Eagle TV went on the air in 1995. Over the years, its programming included evangelists, biblical cartoons, Christian rock videos and testimonies by newly converted Mongolians.

"The Flintstones" was especially popular with both parents and children. Dubbed into Mongolian, the 1960s American cartoon series about Fred Flintstone's family and friends in the Stone Age town of Bedrock was renamed "The Flint Stone People."

"`The Flint Stone People' showed how normal people celebrate life and happiness together," said Balganjav Oyunchimeg, a retired civil servant. "We learned many lessons from that family."

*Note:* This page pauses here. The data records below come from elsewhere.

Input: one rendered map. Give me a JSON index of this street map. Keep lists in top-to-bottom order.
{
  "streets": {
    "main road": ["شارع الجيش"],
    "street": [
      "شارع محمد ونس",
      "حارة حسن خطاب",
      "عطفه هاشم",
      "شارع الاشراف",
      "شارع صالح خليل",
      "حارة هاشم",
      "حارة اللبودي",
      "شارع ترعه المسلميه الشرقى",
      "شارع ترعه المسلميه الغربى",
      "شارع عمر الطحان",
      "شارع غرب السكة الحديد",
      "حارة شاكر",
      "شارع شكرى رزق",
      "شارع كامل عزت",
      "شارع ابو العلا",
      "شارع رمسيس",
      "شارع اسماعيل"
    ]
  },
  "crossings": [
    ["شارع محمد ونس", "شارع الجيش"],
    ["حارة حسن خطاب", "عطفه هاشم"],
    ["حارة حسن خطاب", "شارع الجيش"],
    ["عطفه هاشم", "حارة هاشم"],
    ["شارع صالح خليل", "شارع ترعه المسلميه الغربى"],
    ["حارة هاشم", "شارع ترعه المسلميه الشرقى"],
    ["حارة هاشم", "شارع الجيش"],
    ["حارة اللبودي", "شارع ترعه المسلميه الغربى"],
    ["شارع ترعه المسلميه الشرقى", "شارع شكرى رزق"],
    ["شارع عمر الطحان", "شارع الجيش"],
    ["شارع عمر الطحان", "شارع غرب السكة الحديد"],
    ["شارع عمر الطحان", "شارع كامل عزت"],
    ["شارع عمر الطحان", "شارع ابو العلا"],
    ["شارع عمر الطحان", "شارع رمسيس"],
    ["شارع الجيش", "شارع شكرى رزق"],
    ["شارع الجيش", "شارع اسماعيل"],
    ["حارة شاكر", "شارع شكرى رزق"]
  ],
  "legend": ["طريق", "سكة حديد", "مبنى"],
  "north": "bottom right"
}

Her 8-year-old grandson, Lhavagdorj Temujin, added: "I hope that it comes back on TV again. I miss that show."

Terry and his backers hope to start a new, American-run station and are waiting to see whether the government will let them apply for their own broadcast license.

Eagle TV grew out of an unlikely alliance in 1992 between born-again Christians from Sioux Falls, South Dakota, and Mongolia's newly democratic government.

The end of communist rule in 1990 had restored religious freedom -- and set off a flurry of activity by Christian groups trying to win Mongolian converts.

Mongolian leaders wanted to instill Western-style broadcasting in this former Soviet ally. The country had only one television station -- the state broadcaster linked to the formerly communist Mongolian People's Revolutionary Party.

With many of Mongolia's 2.4 million people living in poverty, no station stood to make a profit. But the Americans agreed to pay for Eagle TV, on condition that it show evangelical programs along with its other fare.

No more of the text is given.